Крикни Убийца, тоненьким голоском | страница 31
Он — император похоти одной.
Уйдя от славы собственной и римской
На остров темный, он живет играя
В трагедиях с комическим лицом[281]…
Сеян. Его собственные слова: не пустая лесть или насмешка со стороны Калдера, но соглашение, договор. Его рука.
— Он наше чудище.
— Утоп в разврате[282]. — Его рука.
— Когда встреча?
— Через месяц.
— Так поздно?
— Он спросил звезды и нашел благоприятный день.
— В его доме в Хакни?
— Ага.
— Безрассудство. Я бы скорее подумал, что ему необходимо держать все в строжайшей тайне. Но милорд всегда добивается выполнения своей воли. Не может представить себе, что она окажется невыполненной. — Бен свернул листы бумаги. — Тебе сказали прийти одному? Без слуги?

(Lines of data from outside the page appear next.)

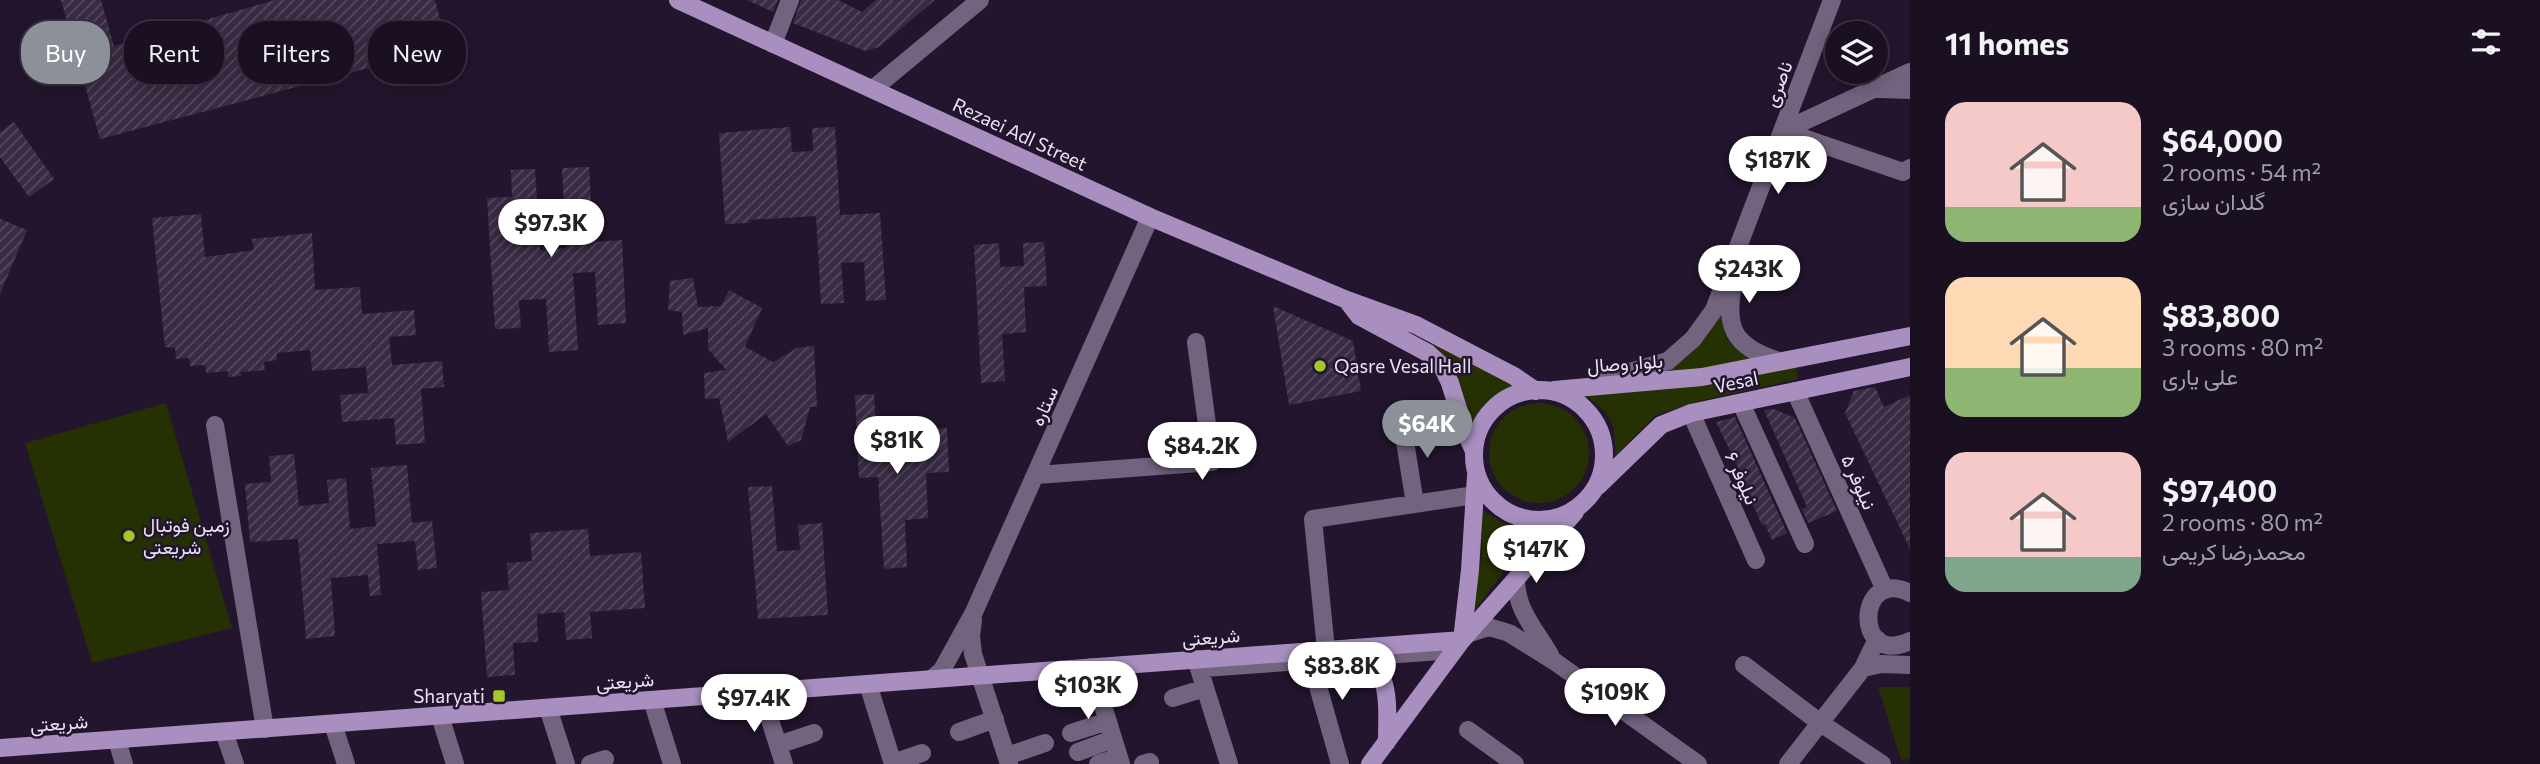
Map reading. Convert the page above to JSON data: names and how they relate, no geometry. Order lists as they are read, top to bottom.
{
  "streets": {
    "main road": [
      "Rezaei Adl Street",
      "بلوار وصال",
      "Vesal",
      "شریعتی"
    ],
    "street": [
      "ناصری",
      "ستاره",
      "نیلوفر ۶",
      "نیلوفر ۵"
    ]
  },
  "crossings": [
    ["ناصری", "بلوار وصال"],
    ["ناصری", "Vesal"],
    ["Rezaei Adl Street", "بلوار وصال"],
    ["Rezaei Adl Street", "Vesal"],
    ["Rezaei Adl Street", "ستاره"],
    ["بلوار وصال", "Vesal"],
    ["Vesal", "نیلوفر ۶"],
    ["Vesal", "نیلوفر ۵"],
    ["ستاره", "شریعتی"]
  ],
  "places": {
    "other": ["Qasre Vesal Hall", "زمین فوتبال شریعتی"],
    "transit": ["Sharyati"]
  },
  "page": {
    "heading": "11 homes",
    "chip": [
      "Buy",
      "Rent",
      "Filters",
      "New"
    ],
    "list": [
      {
        "name": "$64,000",
        "note": "2 rooms · 54 m² · گلدان سازی"
      },
      {
        "name": "$83,800",
        "note": "3 rooms · 80 m² · علی یاری"
      },
      {
        "name": "$97,400",
        "note": "2 rooms · 80 m² · محمدرضا کریمی"
      }
    ],
    "price": [
      "$187K",
      "$97.3K",
      "$243K",
      "$64K",
      "$81K",
      "$84.2K",
      "$147K",
      "$83.8K",
      "$103K",
      "$109K",
      "$97.4K"
    ]
  }
}
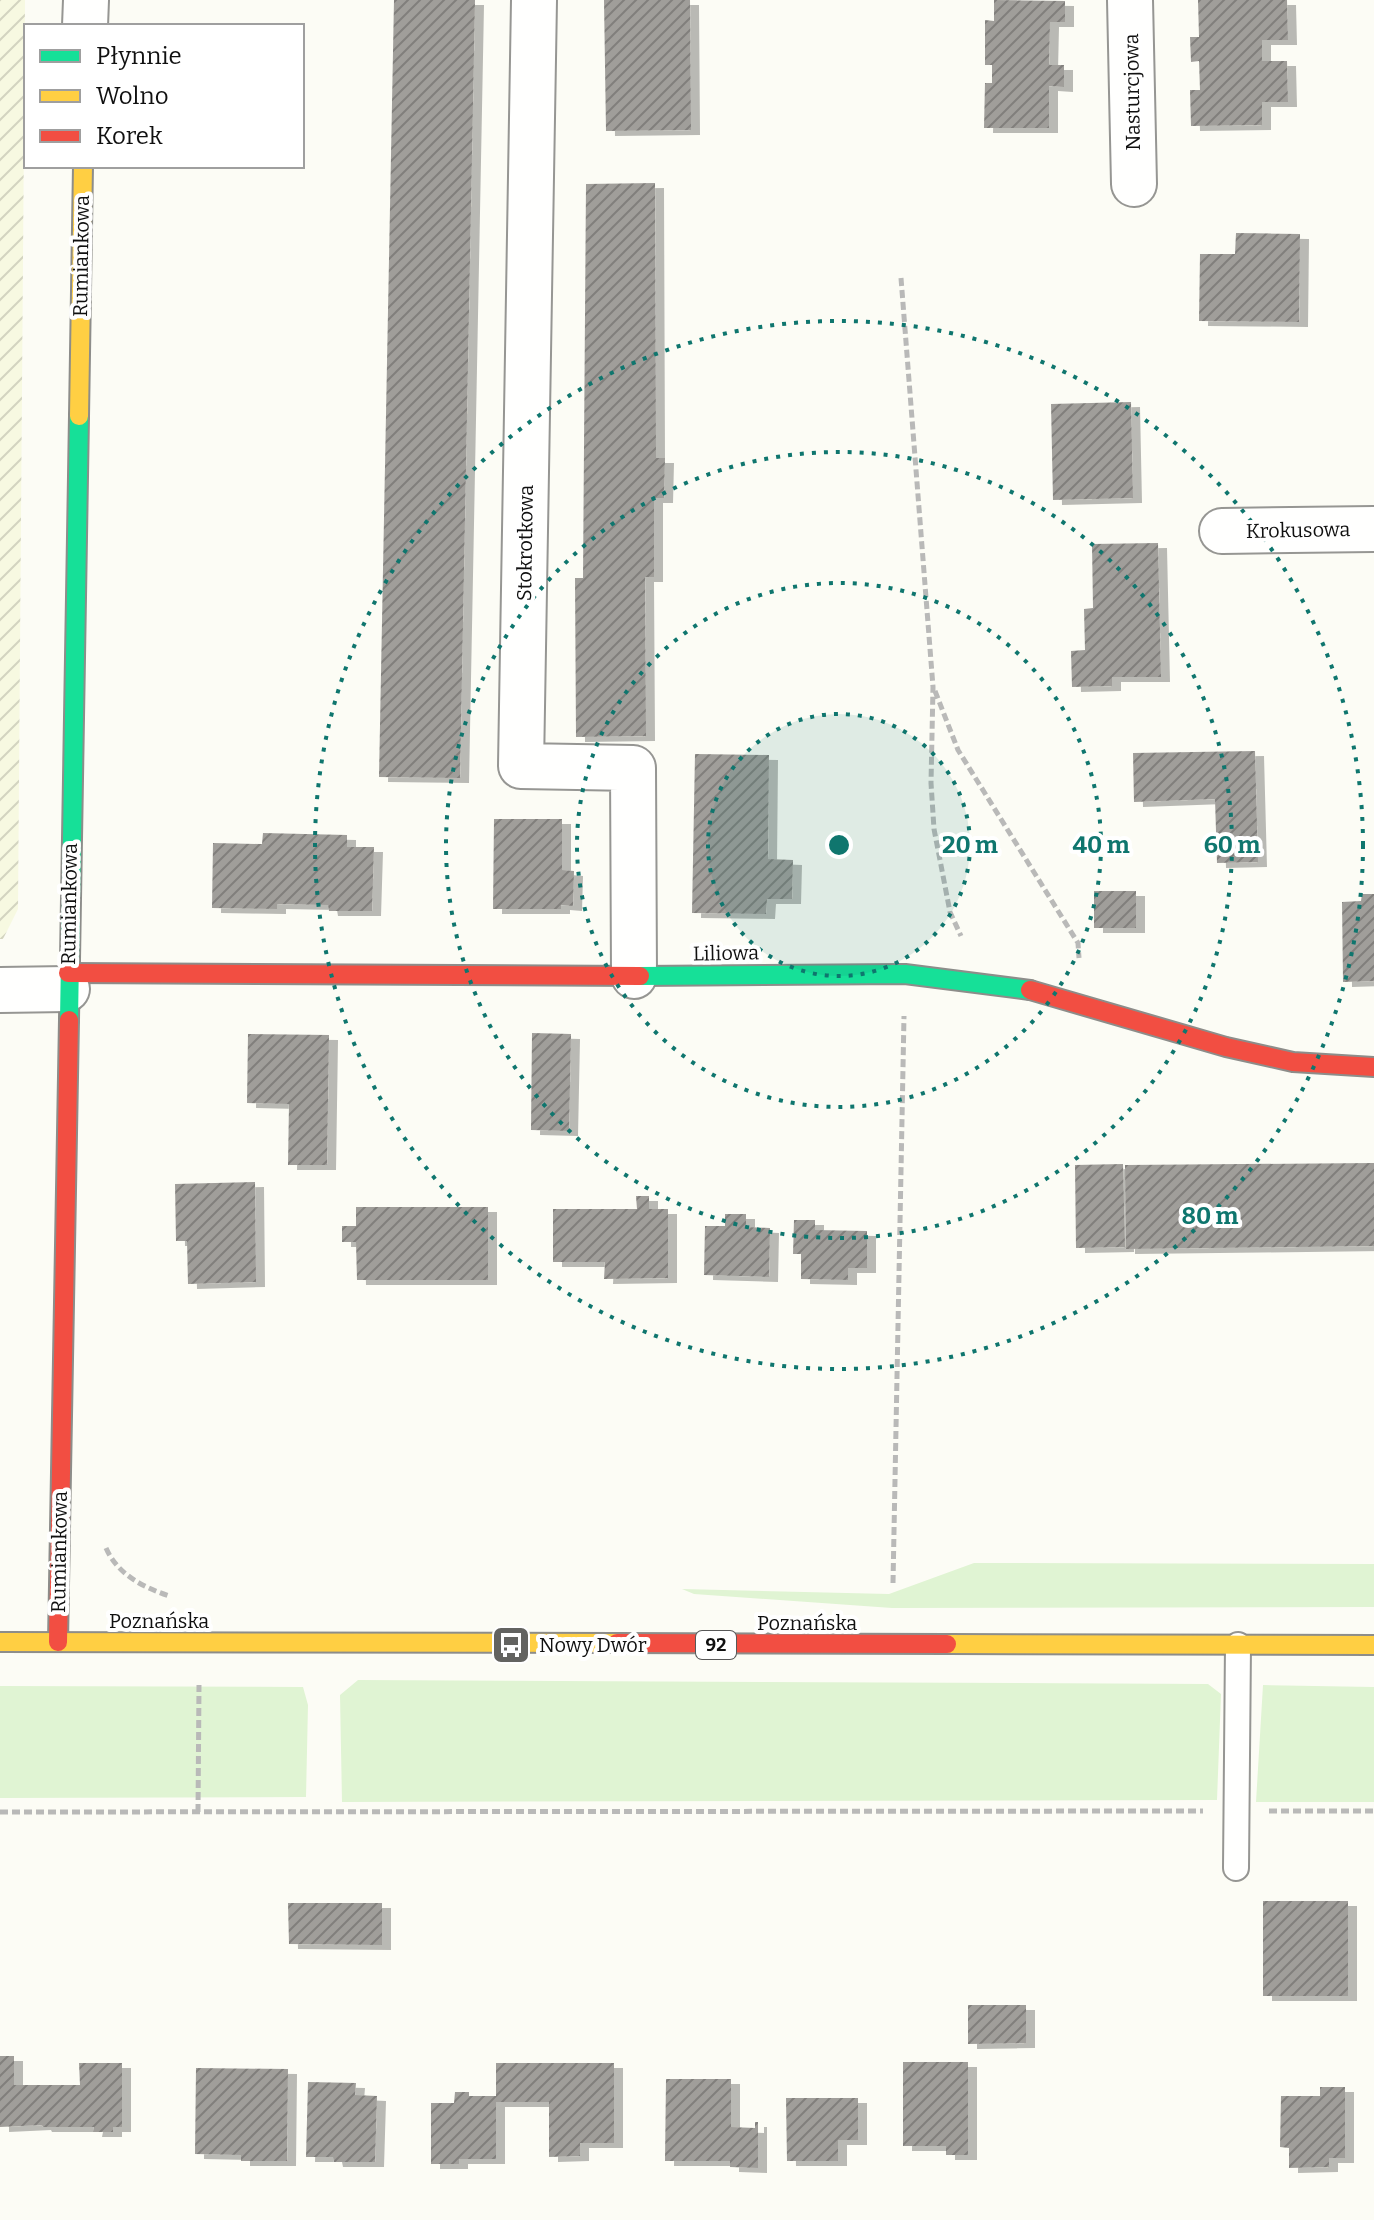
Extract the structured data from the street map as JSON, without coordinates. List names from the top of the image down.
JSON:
{
  "streets": {
    "street": [
      "Nasturcjowa",
      "Rumiankowa",
      "Krokusowa",
      "Stokrotkowa",
      "Liliowa",
      "Poznańska",
      "92"
    ]
  },
  "crossings": [
    ["Rumiankowa", "Liliowa"],
    ["Rumiankowa", "Poznańska"],
    ["Stokrotkowa", "Liliowa"]
  ],
  "places": {
    "bus stop": ["Nowy Dwór"]
  },
  "legend": ["Płynnie", "Wolno", "Korek"],
  "rings": [
    "20 m",
    "40 m",
    "60 m",
    "80 m"
  ]
}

— И чтобы никакой мужчина не сопровождал меня.
— Для отступления тебе необходима шпага. Если он закричит, тебя схватят его слуги.
— А вы напишите любовь как ссору.
— Как у собак. Ты жадно стремишься исключить любую случайность.
— Божье древо! Вооруженный буян, ощетинившийся, как раненый кабан, и выдыхающий кипящую в крови ненависть? Вам не дадут войти в дверь. — Шаг. Потом танцевальное па и хлопок в ладоши. — Вы будете моей сводней. Мамашей Молчание.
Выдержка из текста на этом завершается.